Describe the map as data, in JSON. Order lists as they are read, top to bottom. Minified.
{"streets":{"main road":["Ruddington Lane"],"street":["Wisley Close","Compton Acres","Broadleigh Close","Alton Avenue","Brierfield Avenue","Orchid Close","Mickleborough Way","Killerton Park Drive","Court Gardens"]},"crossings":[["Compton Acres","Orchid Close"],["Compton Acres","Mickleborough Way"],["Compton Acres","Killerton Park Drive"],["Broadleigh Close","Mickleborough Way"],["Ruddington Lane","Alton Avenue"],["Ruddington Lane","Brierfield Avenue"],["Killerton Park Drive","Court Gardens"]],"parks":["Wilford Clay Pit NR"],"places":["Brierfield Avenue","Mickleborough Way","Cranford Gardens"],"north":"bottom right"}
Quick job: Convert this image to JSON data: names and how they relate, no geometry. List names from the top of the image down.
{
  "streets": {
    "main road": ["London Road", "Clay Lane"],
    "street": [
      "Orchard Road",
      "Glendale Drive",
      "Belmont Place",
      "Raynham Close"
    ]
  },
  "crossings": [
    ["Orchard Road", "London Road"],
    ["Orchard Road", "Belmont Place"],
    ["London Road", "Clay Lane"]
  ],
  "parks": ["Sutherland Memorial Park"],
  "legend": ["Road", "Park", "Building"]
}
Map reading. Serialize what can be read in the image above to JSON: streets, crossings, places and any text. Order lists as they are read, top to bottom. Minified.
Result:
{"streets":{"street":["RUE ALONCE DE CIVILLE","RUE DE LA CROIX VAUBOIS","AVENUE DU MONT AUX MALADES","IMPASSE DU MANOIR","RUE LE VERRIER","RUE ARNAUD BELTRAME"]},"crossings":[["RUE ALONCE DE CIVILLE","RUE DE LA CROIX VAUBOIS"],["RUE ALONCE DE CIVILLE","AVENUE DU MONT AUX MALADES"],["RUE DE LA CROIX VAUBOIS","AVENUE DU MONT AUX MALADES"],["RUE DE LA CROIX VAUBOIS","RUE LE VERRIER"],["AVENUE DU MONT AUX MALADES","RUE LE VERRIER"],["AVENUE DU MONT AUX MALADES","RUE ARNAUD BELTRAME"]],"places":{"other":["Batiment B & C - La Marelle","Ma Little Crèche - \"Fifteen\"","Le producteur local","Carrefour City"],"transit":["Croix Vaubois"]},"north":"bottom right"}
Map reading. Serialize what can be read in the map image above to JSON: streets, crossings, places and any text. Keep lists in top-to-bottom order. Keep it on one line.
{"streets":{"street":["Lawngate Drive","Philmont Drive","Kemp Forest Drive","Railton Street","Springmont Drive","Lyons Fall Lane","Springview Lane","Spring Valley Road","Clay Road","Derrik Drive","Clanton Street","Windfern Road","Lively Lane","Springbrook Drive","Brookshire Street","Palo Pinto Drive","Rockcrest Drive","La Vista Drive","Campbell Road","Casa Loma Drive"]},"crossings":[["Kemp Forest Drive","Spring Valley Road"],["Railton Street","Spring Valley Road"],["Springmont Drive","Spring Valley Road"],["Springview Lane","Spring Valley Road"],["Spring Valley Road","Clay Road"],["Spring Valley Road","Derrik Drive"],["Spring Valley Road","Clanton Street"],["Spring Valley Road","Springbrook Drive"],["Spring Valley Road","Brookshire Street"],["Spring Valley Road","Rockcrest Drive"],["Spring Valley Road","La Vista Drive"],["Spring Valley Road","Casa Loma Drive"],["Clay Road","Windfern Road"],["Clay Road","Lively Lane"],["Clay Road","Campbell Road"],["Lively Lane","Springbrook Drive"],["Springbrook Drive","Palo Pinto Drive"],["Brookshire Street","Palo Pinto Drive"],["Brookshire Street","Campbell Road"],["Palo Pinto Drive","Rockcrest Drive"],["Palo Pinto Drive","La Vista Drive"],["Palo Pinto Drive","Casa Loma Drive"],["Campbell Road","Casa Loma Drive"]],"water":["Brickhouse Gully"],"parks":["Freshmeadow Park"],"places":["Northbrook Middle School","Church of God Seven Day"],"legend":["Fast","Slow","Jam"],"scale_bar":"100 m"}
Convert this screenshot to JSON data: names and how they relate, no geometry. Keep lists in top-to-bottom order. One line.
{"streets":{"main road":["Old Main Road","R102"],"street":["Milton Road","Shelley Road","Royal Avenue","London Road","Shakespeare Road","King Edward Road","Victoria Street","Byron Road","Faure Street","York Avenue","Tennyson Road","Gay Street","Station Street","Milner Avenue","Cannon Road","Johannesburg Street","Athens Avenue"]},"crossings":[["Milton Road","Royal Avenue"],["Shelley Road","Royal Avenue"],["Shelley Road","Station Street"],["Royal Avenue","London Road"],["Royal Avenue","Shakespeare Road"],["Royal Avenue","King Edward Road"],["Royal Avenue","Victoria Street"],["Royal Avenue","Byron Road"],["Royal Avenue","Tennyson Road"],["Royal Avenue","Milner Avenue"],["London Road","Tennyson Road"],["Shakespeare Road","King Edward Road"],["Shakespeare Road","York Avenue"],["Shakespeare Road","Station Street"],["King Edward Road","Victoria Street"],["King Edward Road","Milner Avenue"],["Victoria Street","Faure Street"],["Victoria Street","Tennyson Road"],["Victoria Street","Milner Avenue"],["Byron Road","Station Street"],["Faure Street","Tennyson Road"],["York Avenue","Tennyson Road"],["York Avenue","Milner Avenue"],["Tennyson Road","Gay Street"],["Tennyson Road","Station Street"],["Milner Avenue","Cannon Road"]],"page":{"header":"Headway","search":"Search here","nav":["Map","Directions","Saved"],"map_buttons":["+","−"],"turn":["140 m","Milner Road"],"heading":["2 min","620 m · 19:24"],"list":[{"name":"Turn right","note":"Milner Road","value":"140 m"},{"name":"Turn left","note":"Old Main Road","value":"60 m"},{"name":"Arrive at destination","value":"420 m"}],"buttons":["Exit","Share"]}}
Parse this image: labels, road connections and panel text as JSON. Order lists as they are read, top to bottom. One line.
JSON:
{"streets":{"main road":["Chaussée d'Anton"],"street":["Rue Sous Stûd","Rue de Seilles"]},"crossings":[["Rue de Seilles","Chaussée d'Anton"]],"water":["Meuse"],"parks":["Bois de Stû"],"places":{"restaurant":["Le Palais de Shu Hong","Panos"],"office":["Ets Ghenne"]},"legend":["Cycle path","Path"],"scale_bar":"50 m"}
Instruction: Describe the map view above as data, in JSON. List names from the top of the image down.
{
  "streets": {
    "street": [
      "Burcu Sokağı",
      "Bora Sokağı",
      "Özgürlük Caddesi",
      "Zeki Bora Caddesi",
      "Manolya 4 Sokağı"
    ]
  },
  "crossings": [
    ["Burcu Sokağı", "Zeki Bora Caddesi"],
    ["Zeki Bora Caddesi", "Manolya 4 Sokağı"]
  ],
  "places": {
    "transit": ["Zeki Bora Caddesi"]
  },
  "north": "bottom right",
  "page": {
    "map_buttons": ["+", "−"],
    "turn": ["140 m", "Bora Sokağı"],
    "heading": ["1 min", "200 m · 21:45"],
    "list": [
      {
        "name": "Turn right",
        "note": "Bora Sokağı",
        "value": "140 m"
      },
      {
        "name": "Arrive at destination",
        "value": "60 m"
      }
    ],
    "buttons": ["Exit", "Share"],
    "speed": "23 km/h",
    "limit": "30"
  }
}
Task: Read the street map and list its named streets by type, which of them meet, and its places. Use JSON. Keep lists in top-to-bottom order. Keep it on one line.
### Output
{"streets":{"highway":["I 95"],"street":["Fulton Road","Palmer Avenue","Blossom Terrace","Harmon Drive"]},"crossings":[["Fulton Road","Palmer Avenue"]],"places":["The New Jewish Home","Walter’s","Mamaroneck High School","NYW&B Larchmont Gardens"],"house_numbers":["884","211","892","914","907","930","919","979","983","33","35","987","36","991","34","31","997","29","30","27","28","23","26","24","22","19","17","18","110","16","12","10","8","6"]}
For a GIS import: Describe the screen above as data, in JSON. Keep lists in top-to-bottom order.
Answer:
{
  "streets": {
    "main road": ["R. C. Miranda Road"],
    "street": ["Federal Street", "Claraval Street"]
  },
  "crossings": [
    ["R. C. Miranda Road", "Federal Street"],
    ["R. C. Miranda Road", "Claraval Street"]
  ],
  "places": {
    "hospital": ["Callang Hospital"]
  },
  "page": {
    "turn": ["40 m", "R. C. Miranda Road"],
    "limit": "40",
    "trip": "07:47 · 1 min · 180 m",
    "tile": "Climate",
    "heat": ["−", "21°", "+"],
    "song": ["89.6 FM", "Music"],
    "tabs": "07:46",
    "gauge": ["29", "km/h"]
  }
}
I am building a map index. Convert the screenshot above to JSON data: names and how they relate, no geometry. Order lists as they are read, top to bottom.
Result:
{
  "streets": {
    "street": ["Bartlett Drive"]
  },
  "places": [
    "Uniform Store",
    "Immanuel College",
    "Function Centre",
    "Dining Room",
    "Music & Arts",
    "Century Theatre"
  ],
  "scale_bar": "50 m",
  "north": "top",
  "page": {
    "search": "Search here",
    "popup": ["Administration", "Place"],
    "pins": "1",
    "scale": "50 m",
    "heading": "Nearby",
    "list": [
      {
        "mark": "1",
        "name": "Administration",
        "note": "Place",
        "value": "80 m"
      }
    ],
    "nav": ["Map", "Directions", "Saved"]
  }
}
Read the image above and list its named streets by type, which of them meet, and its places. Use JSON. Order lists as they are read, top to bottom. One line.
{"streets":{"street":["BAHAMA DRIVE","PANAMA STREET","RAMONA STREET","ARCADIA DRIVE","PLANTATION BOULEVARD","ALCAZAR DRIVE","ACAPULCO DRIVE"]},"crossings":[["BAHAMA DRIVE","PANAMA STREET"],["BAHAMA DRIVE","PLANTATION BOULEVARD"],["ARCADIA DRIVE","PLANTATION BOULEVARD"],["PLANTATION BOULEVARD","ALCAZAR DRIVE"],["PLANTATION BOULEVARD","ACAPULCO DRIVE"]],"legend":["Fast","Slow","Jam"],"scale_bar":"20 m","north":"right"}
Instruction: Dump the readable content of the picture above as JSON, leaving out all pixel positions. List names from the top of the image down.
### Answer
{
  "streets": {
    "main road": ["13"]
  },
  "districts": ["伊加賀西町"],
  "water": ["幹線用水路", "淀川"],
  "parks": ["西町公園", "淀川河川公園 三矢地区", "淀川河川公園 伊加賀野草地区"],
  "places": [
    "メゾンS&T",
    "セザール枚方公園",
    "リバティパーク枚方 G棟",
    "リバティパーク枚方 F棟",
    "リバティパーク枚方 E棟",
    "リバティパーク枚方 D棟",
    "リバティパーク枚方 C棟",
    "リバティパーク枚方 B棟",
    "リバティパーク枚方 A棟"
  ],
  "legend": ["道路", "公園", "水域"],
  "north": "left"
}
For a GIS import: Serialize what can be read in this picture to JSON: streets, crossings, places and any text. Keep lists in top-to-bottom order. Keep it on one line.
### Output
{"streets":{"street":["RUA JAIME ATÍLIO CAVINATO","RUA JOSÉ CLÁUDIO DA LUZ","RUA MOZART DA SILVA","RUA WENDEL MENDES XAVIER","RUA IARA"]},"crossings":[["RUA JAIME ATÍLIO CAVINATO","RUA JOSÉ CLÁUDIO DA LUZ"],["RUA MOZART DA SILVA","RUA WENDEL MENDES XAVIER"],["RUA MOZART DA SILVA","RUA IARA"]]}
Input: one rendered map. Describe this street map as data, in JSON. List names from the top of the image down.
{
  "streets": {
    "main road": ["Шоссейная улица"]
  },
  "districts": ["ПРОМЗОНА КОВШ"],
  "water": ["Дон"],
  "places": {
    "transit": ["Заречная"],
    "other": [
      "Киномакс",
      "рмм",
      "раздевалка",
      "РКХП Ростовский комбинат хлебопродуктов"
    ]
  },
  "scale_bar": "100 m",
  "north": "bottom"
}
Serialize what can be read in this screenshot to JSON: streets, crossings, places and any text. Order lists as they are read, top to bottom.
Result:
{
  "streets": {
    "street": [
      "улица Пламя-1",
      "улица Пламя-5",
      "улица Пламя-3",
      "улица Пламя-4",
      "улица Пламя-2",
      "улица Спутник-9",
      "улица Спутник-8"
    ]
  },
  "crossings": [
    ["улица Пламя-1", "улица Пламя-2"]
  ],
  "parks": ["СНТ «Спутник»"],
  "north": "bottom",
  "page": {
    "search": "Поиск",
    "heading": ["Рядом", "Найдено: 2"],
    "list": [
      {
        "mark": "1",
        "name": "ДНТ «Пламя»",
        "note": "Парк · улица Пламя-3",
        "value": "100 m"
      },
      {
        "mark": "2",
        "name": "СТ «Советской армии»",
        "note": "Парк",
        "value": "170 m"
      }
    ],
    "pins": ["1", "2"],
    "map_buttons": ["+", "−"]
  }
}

===

**What the task requires:** Lines from the one holding "Serialize what can be read in this screenshot" to the last line of the records: return these exactly, and only these.

**Answer below:**
Serialize what can be read in this screenshot to JSON: streets, crossings, places and any text. Order lists as they are read, top to bottom.
Result:
{
  "streets": {
    "street": [
      "улица Пламя-1",
      "улица Пламя-5",
      "улица Пламя-3",
      "улица Пламя-4",
      "улица Пламя-2",
      "улица Спутник-9",
      "улица Спутник-8"
    ]
  },
  "crossings": [
    ["улица Пламя-1", "улица Пламя-2"]
  ],
  "parks": ["СНТ «Спутник»"],
  "north": "bottom",
  "page": {
    "search": "Поиск",
    "heading": ["Рядом", "Найдено: 2"],
    "list": [
      {
        "mark": "1",
        "name": "ДНТ «Пламя»",
        "note": "Парк · улица Пламя-3",
        "value": "100 m"
      },
      {
        "mark": "2",
        "name": "СТ «Советской армии»",
        "note": "Парк",
        "value": "170 m"
      }
    ],
    "pins": ["1", "2"],
    "map_buttons": ["+", "−"]
  }
}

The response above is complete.